Your reaction to “The Company” will, therefore, depend largely on your willingness to surrender conventional narrative expectations and immerse yourself in the understated, meandering storytelling technique that Altman, Turner and Campbell have elected to utilize, as well as to embrace characters who are lightly sketched rather than deeply probed. And it will certainly help if you’re inclined to watch ballet in the first place, since the picture includes several extended numbers: in addition to the pas de deux already mentioned, there are an opening dance set against the credits, in which the dancers are joined together by interlaced ribbons, and a finale consisting of Robert Desrosiers’ “The Blue Snake” (set to music by Van Dyke Parks). These are all extraordinarily well filmed, shot from different angles with roving cameras yet allowing one to “feel” the performance as a whole (unlike the dances in many pictures, which are cut so furiously that you have little sense of an entire number). But unless a viewer is interested in ballet per se, he’s likely to become impatient at their length–especially that of “Snake,” which is notable not so much for either its music or its dance as for its rather hideous costumes.

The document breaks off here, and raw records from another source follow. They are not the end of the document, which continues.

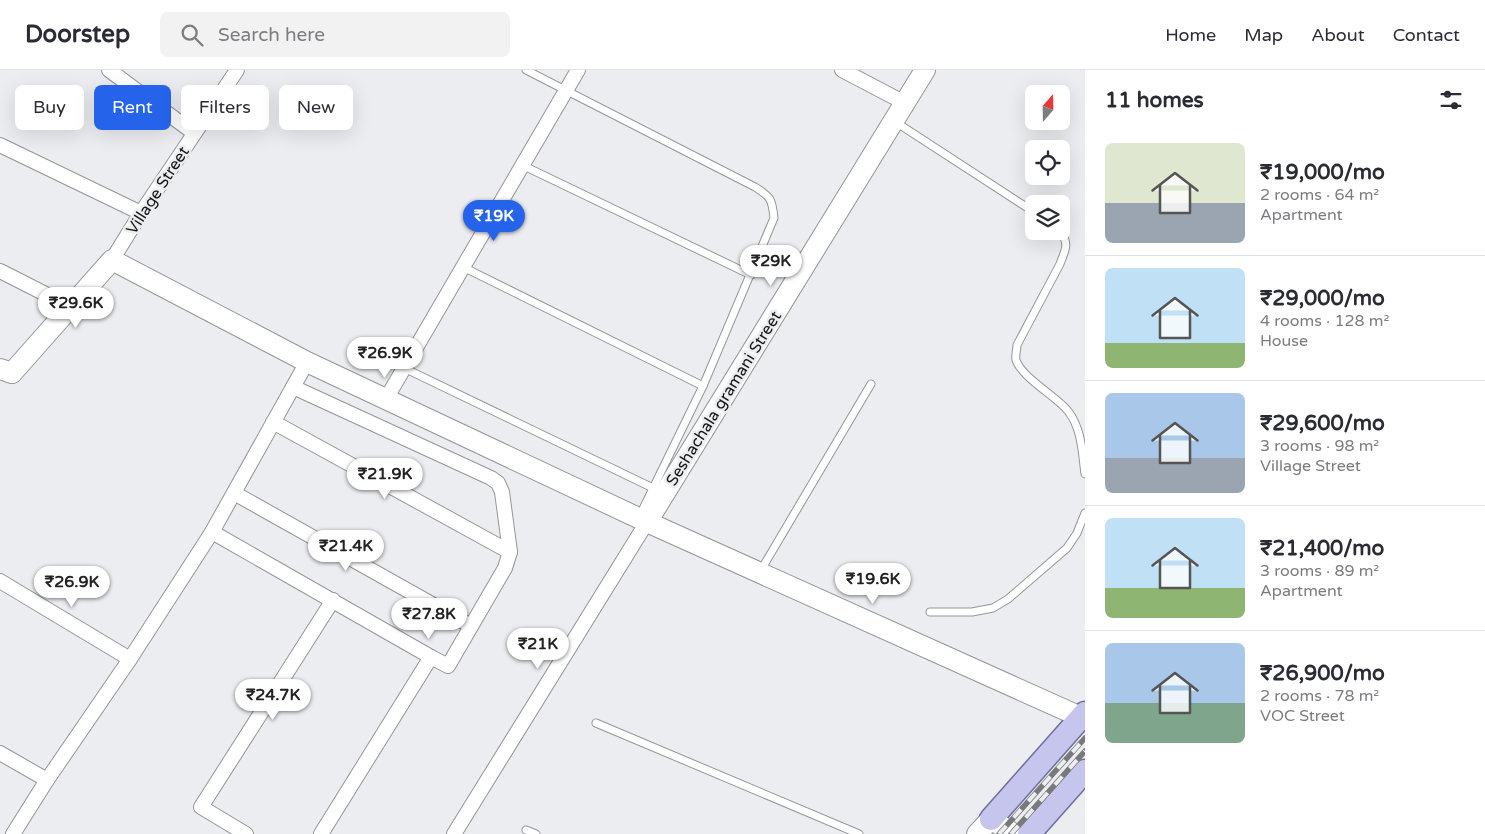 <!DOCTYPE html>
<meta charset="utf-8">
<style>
:root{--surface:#fff;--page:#f2f2f3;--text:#2b2b33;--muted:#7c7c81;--line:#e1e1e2;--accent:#2563eb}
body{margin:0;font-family:"Varela Round",sans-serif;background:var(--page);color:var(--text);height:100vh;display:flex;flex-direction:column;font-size:19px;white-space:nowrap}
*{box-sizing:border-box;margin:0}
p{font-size:16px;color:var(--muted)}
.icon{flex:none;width:28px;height:28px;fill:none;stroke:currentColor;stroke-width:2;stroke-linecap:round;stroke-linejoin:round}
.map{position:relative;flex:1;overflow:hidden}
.details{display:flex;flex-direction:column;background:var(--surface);width:400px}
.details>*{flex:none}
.banner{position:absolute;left:15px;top:15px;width:475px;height:45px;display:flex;gap:10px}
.needle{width:32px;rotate:20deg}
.buttons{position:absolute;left:1025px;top:15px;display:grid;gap:10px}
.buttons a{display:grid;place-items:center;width:45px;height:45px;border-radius:8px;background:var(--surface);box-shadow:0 5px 20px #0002;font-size:25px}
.price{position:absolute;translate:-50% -42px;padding:0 11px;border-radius:18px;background:#fff;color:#222;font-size:16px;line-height:32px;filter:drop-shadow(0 1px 2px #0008)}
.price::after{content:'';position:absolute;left:50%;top:30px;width:15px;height:11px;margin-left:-8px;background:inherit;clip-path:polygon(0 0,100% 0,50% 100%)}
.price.selected{background:var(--accent);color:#fff}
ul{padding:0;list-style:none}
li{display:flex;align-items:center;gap:15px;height:125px;padding:0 20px}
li+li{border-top:1px solid var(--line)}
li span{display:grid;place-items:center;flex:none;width:140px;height:100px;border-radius:8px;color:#555}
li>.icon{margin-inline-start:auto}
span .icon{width:60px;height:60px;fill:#fffc;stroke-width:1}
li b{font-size:21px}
h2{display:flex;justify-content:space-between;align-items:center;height:60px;padding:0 20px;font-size:21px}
.chip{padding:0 18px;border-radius:8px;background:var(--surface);box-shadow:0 5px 20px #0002;font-size:18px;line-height:45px}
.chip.selected{background:var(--accent);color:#fff}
header{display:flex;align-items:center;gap:30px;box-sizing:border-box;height:70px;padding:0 25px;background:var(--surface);border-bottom:1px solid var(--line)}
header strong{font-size:24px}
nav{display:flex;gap:28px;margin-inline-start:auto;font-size:18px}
.search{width:350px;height:45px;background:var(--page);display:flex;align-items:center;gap:12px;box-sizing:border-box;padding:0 18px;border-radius:8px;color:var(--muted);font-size:19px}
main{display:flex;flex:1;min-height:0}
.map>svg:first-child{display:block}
</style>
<header>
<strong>Doorstep</strong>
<div class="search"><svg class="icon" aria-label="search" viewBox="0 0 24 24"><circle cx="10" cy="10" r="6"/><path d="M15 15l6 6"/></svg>Search here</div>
<nav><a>Home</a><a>Map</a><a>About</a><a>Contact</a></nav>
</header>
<main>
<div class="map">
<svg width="1085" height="764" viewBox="0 0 1085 764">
<rect width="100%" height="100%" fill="#ebedf0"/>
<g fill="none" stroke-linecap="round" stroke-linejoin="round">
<defs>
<g id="lane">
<path d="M526 0 755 117C771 127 772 129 774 148L703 316 639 447"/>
<polyline points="894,51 1034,142"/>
<polyline points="522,95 751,205"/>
<path d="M1060 161C1070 174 1065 180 1060 194L1017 275C1017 279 1015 286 1016 290 1022 308 1056 326 1068 341 1082 359 1082 382 1085 404"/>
<polyline points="463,197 703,316"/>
<polyline points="404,298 653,418"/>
<polyline points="761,500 871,314"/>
<polyline points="930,542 972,542 993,538 1008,529 1067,478 1077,463 1085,443"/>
<polyline points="596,653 859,764"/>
<polyline points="526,760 536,764"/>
</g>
<g id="street">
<polyline points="109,0 194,63"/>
<polyline points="842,0 905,33"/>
<polyline points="0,75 141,143"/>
<polyline points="112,190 141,143 237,0"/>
<polyline points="0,201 71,237"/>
<polyline points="293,317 491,408 498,413 502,422 510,482 505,498 448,596 431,587"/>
<polyline points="386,329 578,0"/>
<polyline points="273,352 510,482"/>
<polyline points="234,423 471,556"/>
<polyline points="212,462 431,587 321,764"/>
<polyline points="0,511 130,589"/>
<polyline points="0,683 47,710"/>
<polyline points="13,764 47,710 130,589 212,462 307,292"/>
<polyline points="246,764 201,737 333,530"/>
<polyline points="454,764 647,452"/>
</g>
<g id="secondary">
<polyline points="0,299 12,303 112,190 307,292 647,452 1085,649"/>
<polyline points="647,452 925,0"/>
<polyline points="977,764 991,749 1014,764"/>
</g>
<g id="primary">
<polyline points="991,749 1085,643"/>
<polyline points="1029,764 1085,701"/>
</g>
</defs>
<use href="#lane" stroke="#949698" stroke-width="9"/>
<use href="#street" stroke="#949698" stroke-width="16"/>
<use href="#secondary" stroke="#949698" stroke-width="22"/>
<use href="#primary" stroke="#6e6e9b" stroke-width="25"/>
<use href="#lane" stroke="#fff" stroke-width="7"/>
<use href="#street" stroke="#fff" stroke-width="14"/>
<use href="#secondary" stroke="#fff" stroke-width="20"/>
<use href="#primary" stroke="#c5c5ee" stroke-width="22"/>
<defs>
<g id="rail">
<polyline points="999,764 1085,668"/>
<polyline points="1011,764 1085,681"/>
</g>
</defs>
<use href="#rail" stroke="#78797b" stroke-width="5.5"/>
<use href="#rail" stroke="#ebedf0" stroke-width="4" stroke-dasharray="11" stroke-linecap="butt"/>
</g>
<g text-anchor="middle" stroke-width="5" stroke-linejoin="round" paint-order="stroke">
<g font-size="16" fill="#151516" stroke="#ebedf0">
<text transform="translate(157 120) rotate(-57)" y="6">Village Street</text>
<text transform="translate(723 328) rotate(-58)" y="6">Seshachala gramani Street</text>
</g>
</g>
</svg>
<div class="buttons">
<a><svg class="needle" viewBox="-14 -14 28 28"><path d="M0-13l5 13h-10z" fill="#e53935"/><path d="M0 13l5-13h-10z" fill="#7c7c81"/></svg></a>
<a><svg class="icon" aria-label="locate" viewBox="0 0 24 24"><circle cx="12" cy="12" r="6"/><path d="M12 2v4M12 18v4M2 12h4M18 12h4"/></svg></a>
<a><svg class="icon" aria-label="layers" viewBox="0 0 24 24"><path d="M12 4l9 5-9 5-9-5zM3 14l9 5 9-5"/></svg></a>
</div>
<b class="price selected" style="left:494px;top:172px">₹19K</b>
<b class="price" style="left:771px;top:217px">₹29K</b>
<b class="price" style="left:76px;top:259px">₹29.6K</b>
<b class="price" style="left:385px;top:309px">₹26.9K</b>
<b class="price" style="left:385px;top:430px">₹21.9K</b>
<b class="price" style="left:346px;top:502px">₹21.4K</b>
<b class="price" style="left:873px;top:535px">₹19.6K</b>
<b class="price" style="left:72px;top:538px">₹26.9K</b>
<b class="price" style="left:429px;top:570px">₹27.8K</b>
<b class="price" style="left:538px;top:600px">₹21K</b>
<b class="price" style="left:273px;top:651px">₹24.7K</b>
<div class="banner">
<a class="chip">Buy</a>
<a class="chip selected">Rent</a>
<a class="chip">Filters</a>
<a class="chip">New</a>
</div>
</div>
<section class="details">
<h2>11 homes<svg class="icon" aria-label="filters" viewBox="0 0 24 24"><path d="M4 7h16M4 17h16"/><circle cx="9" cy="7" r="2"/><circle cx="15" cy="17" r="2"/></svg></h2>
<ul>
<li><span style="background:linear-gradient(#dfe7d0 60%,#9aa5b1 0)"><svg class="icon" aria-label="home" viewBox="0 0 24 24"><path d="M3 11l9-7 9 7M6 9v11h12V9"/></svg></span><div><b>₹19,000/mo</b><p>2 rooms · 64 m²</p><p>Apartment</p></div></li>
<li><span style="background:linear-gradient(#bfe0f5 75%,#8fb573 0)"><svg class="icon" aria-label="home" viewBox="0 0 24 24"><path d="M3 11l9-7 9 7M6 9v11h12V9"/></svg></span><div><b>₹29,000/mo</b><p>4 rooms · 128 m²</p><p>House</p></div></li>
<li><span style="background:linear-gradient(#a9c7e8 65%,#9aa5b1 0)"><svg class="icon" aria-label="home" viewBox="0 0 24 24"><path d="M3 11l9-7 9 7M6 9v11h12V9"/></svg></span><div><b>₹29,600/mo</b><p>3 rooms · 98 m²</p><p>Village Street</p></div></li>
<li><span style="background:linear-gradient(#bfe0f5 70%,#8fb573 0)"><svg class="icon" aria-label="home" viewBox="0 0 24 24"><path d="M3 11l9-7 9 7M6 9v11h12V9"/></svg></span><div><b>₹21,400/mo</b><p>3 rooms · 89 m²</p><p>Apartment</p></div></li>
<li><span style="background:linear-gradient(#a9c7e8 60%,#7fa58c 0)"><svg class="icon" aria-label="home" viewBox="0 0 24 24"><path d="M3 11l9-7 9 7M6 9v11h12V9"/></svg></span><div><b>₹26,900/mo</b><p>2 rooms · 78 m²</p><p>VOC Street</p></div></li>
</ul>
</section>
</main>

But even the non-aficionado will have to recognize Campbell’s dedication to the project, her dancing skill and her willingness to be part of an ensemble rather than a diva, as well as Altman’s sensitive realization of the concept she and Turner fashioned on the page. The contributions of McDowell and Franco, the one amusingly high-strung and the other nicely lackadaisical, are important elements, too, as are the nicely naturalistic turns by the supporting cast and the important contributions by all the members of the Joffrey, on and off the dance floor. The behind-the-camera crew must also be saluted. Though this is hardly a big-budget production, the technical work is excellent, from Andrew Dunn’s elegant widecreen cinematography to Susan Kaufman’s costumes and Gary Baugh’s stylish production design. We could do without the endless use of “My Funny Valentine” on the soundtrack, though–it seems to pour out of every radio and phonograph in sight.

Like the art form it celebrates, “The Company” won’t entrance everyone, but those in sync with its lithe, delicate moves will find it a joy.